The annoying part is that we need to manually approve these scripts but I suppose that an alternative would be for us to create a jenkins-system-lib repository, and to use declarative pipeline instead.
When you pass -Dorg.jenkinsci.plugins.scriptsecurity.scripts.ScriptApproval.ADMIN_AUTO_APPROVAL_ENABLED=true -Dorg.jenkinsci.plugins.scriptsecurity.scripts.ScriptApproval.ALLOW_ADMIN_APPROVAL_ENABLED=true
to the java command starting Jenkins you no longer need to approve your scripts when you modify them as administrator.
Afaik on latest Jenkins and latest script security you also need to approve system groovy scripts.
You can also put the things in a shared library.
But beware that a shared library can be used by everyone. If you have your Jenkins configuration stored in a repository you can also think of persisting the approved hash so that it is deployed automatically.
If you only execute system groovy inside a freestyle job it can also run on any other node. The script is always executed on the controller (aka built-in).
Thanks @mawinter69 this is very useful information.
In our case we run Jenkins 100% under Kubernetes so the only ‘persistent’ node is the built-in node. All the other nodes have to be declared and instantiated on demand based off agents definition declared in Jenkins files. Security wise only a few trusted folks are allowed to merge to our Jenkins library and PRs need to be approved so we are generally safe from abuse on that side.

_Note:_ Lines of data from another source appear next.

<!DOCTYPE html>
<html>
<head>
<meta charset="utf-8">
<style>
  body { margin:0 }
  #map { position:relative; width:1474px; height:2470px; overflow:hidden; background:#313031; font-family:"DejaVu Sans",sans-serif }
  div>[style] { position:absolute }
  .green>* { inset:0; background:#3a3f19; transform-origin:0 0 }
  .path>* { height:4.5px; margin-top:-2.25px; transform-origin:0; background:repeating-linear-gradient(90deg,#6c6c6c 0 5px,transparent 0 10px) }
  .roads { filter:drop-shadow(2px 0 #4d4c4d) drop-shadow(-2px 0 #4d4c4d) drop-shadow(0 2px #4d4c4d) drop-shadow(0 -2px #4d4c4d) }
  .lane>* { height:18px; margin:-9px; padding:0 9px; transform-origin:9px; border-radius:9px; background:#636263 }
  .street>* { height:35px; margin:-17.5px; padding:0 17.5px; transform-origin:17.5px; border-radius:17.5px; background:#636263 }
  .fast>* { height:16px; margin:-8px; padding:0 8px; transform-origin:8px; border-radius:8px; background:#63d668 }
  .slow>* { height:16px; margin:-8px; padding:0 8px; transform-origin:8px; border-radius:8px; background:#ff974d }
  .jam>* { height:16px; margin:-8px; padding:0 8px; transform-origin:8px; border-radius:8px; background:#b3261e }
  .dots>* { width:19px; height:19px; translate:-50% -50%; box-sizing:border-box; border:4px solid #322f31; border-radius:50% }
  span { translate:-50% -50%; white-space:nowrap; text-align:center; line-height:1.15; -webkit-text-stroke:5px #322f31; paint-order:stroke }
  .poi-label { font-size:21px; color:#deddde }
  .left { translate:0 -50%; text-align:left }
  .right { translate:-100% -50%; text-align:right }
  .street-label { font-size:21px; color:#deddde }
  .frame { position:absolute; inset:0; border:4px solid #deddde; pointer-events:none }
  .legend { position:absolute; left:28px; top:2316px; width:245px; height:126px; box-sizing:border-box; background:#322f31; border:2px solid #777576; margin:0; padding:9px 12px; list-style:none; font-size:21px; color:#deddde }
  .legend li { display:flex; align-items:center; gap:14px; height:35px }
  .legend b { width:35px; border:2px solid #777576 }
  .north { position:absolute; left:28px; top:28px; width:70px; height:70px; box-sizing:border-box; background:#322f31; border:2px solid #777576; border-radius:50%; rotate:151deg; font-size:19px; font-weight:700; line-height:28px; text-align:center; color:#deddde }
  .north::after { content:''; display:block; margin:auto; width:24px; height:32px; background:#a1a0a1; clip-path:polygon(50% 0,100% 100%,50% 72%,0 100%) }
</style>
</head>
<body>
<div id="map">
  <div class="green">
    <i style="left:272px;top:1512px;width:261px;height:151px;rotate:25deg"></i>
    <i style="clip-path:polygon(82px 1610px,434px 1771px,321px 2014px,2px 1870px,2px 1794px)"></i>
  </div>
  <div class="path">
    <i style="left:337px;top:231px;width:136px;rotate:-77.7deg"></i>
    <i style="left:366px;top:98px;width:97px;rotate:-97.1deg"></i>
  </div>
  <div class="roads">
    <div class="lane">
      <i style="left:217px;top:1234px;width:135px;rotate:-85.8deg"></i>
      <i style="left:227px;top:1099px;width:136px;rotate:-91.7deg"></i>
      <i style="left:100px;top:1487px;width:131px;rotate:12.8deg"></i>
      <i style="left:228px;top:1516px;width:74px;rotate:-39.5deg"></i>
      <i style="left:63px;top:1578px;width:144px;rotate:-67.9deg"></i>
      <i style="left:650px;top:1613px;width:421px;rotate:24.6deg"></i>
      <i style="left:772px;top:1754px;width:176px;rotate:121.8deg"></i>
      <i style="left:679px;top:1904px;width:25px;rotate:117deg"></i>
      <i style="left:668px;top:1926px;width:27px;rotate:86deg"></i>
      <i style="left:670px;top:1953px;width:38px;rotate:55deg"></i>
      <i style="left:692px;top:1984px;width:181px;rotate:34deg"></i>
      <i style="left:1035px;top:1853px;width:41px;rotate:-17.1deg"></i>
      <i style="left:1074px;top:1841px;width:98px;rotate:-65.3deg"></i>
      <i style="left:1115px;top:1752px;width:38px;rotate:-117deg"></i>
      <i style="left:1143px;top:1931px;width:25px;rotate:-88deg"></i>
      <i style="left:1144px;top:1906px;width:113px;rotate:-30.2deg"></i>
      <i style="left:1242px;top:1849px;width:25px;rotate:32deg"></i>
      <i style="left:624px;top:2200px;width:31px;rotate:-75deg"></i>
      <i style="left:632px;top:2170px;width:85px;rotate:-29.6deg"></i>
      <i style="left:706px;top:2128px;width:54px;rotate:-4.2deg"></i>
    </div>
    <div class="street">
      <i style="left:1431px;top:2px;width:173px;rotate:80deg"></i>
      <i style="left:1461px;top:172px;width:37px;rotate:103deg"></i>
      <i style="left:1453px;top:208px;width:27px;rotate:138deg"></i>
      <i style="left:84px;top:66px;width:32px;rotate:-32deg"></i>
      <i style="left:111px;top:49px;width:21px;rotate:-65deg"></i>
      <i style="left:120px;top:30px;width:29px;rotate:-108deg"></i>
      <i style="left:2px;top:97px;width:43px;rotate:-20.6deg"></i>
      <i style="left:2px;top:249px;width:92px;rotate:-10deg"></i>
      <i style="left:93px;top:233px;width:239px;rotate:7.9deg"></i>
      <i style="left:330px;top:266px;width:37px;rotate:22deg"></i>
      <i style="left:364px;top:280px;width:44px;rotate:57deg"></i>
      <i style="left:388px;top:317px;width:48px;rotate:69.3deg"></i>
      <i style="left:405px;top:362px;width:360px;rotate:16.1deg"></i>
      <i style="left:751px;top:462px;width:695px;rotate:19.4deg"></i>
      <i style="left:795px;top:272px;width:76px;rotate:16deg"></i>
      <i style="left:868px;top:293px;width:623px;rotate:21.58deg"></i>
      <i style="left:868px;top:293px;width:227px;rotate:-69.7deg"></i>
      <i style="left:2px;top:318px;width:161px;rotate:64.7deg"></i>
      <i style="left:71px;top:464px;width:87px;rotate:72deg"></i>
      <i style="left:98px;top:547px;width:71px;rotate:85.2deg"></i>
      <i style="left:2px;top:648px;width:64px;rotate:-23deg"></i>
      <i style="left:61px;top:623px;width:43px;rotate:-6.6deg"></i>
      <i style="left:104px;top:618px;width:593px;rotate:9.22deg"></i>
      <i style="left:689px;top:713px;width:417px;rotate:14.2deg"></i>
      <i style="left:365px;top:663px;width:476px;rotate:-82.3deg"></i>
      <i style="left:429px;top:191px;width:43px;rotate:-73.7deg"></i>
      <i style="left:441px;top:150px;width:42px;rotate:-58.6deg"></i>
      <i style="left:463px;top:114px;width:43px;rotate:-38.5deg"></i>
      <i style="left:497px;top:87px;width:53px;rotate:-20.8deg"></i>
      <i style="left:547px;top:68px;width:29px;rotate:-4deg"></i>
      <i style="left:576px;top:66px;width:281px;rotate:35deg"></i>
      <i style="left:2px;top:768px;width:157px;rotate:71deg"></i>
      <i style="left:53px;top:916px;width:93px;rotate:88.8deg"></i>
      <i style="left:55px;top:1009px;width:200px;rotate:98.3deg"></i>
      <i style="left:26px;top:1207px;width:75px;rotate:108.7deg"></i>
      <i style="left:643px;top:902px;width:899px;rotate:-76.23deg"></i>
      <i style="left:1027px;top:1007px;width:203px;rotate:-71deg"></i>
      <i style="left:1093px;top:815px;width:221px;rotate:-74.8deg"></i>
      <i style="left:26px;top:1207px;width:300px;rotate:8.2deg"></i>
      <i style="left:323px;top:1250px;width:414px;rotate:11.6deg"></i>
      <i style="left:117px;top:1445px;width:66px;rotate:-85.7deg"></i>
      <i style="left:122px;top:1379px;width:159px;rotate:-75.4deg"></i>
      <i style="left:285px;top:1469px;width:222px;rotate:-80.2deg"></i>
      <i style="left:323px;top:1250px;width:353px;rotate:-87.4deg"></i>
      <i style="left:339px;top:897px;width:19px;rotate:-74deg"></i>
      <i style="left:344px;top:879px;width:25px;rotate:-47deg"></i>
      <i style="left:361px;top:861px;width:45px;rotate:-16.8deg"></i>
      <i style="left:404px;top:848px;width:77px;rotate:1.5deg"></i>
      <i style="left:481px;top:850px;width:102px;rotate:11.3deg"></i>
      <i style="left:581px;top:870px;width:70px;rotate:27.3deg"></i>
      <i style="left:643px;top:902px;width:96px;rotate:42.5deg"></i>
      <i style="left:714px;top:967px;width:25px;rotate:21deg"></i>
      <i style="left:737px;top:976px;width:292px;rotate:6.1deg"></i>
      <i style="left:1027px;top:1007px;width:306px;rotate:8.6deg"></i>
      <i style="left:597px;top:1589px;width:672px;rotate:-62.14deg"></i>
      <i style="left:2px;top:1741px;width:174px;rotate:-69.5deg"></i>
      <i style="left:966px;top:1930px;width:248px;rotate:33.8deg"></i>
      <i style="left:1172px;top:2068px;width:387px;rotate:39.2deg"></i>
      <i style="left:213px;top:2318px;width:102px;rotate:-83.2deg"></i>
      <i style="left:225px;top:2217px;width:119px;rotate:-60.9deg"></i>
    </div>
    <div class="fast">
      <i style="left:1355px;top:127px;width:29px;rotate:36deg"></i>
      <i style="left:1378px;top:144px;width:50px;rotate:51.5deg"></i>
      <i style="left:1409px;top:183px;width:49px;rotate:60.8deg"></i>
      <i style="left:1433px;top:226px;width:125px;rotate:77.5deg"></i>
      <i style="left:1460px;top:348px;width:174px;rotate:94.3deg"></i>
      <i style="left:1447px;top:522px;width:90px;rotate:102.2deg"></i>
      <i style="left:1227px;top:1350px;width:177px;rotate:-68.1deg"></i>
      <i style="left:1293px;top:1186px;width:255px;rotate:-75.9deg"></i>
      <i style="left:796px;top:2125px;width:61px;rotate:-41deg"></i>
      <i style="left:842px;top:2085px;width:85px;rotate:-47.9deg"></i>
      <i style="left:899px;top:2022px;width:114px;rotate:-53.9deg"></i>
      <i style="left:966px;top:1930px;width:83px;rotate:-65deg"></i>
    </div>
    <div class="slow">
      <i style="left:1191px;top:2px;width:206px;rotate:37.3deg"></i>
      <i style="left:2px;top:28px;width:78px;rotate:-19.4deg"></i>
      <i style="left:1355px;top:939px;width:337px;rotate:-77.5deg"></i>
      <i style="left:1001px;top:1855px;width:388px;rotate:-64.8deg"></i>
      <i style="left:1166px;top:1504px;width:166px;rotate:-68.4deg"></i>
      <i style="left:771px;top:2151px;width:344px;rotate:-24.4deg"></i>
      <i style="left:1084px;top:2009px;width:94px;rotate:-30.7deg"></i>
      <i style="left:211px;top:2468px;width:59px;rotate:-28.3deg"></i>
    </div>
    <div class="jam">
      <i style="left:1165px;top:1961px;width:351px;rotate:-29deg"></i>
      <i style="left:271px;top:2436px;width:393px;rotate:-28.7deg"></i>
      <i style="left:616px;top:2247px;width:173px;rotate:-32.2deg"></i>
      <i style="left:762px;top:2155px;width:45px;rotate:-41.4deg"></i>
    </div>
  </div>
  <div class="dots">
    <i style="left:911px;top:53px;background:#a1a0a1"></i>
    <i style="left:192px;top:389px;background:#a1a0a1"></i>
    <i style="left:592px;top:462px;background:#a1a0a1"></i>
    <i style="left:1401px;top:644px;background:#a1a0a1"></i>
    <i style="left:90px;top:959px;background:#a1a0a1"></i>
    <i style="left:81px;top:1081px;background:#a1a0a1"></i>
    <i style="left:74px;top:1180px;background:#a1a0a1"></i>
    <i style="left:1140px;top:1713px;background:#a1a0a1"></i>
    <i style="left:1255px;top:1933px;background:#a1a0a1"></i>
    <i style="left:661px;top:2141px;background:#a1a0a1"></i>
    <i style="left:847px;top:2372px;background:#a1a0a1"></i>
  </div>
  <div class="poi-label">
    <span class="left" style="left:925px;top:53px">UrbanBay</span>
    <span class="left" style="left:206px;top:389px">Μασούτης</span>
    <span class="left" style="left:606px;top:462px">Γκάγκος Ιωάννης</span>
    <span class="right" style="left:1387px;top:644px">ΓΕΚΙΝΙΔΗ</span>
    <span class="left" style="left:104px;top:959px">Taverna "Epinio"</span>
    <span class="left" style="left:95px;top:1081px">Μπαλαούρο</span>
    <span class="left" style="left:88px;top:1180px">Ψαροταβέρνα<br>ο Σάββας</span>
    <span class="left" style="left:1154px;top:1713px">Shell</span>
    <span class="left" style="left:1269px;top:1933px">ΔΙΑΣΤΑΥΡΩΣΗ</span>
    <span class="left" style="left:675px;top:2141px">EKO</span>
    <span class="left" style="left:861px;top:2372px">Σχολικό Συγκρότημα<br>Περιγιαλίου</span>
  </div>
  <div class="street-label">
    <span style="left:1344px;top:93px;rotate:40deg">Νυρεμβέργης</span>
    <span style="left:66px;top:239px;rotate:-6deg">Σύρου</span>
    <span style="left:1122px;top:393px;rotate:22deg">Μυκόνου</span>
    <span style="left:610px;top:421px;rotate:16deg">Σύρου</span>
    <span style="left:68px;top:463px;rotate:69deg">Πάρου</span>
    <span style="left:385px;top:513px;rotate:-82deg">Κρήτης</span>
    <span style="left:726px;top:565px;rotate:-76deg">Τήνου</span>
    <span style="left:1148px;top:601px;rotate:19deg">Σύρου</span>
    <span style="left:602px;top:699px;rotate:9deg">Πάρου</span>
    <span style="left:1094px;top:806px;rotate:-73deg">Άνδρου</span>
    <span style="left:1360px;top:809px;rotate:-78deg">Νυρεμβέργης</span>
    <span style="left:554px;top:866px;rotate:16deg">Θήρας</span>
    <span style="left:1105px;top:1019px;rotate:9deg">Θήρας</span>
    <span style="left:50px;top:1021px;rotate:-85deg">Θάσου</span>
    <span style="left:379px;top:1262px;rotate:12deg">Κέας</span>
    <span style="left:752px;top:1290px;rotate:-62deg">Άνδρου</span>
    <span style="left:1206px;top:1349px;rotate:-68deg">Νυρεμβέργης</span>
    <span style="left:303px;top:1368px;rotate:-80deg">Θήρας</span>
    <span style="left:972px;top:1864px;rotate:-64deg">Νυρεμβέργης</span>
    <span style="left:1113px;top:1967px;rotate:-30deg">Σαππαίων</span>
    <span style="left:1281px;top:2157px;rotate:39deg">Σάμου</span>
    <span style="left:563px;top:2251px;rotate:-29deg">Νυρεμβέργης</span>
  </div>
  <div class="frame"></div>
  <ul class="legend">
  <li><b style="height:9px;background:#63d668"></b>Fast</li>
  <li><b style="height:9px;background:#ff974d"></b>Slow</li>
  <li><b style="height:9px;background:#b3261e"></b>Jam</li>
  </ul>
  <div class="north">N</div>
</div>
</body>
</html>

On second thought there is a way to restrict who can execute something on a node. With the help of Authorize Project plugin you define as which user a build runs. You can then configure the built-in node by enabling Node-based security` and grant the build permission to only specific users.
The drawback is that you will need to adjust all jobs to run as a specific user and ensure that the jobs in your admin folder run with the system user or a user with corresponding permissions.
So it comes at a price and might be error prone.
It’s probably not so hard to write a plugin that allows restricting which nodes can be used in a folder. Implementing QueueTaskDispatcher (Jenkins core 2.457 API) should do the trick.